Drillers Unhappy With Adams County’s New, Tougher Oil And Gas Regs

A crude oil storage tank sits behind a fence at a petroleum extraction site, in Weld County, near Mead, Colo., Monday, Feb. 13, 2017.
Brennan Linsley/AP
A crude oil storage tank sits behind a fence at a petroleum extraction site, in Weld County, near Mead, Colo., Monday, Feb. 13, 2017.

Suburban Adams County enacted its own rules for oil and gas drilling Tuesday, taking advantage of a new law that lets local governments impose tougher regulations than the state.

Adams commissioners unanimously approved a requirement that new wells be at least 1,000 feet from homes, twice the distance required by the state.

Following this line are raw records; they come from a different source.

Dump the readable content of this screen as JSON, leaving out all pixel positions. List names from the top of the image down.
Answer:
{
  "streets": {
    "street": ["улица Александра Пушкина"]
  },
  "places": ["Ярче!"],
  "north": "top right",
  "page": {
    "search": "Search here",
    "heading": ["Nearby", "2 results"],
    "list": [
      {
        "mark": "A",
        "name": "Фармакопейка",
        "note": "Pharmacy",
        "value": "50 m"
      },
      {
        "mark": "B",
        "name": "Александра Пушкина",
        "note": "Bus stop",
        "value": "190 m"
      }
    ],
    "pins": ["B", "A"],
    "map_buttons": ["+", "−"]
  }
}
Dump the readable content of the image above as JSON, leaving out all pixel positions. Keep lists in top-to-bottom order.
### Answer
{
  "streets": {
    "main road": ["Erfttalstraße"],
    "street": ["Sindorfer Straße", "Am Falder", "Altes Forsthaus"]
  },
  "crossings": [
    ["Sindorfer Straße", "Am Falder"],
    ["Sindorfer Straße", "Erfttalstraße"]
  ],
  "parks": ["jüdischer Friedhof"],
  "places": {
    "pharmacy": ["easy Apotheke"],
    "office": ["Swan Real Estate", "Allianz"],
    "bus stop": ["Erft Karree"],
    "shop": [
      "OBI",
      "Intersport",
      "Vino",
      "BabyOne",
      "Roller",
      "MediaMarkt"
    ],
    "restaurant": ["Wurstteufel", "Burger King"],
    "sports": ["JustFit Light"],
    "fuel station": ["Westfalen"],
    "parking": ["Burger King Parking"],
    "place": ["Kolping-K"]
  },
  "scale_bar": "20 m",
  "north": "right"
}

“Since counties and cities have been given authority over oil and gas development, our staff has been hard at work creating a set of regulations that is fair to the industry but also provides for the safety of our residents,” Board Chair Steve O’Dorisio said in a statement. “It’s a tough line to toe, but we think these regulations balance the interests of all parties involved.”

The rules also encourage oil and gas operators to use cleaner, quieter electric drilling rigs and require them to offer multiple locations for a proposed well so the county can evaluate the impacts on public health and safety.

Industry representatives called the rules unreasonable and accused the county of overstepping its authority. They said the restrictions would hinder a key sector of the state economy that pays millions of dollars in wages and taxes.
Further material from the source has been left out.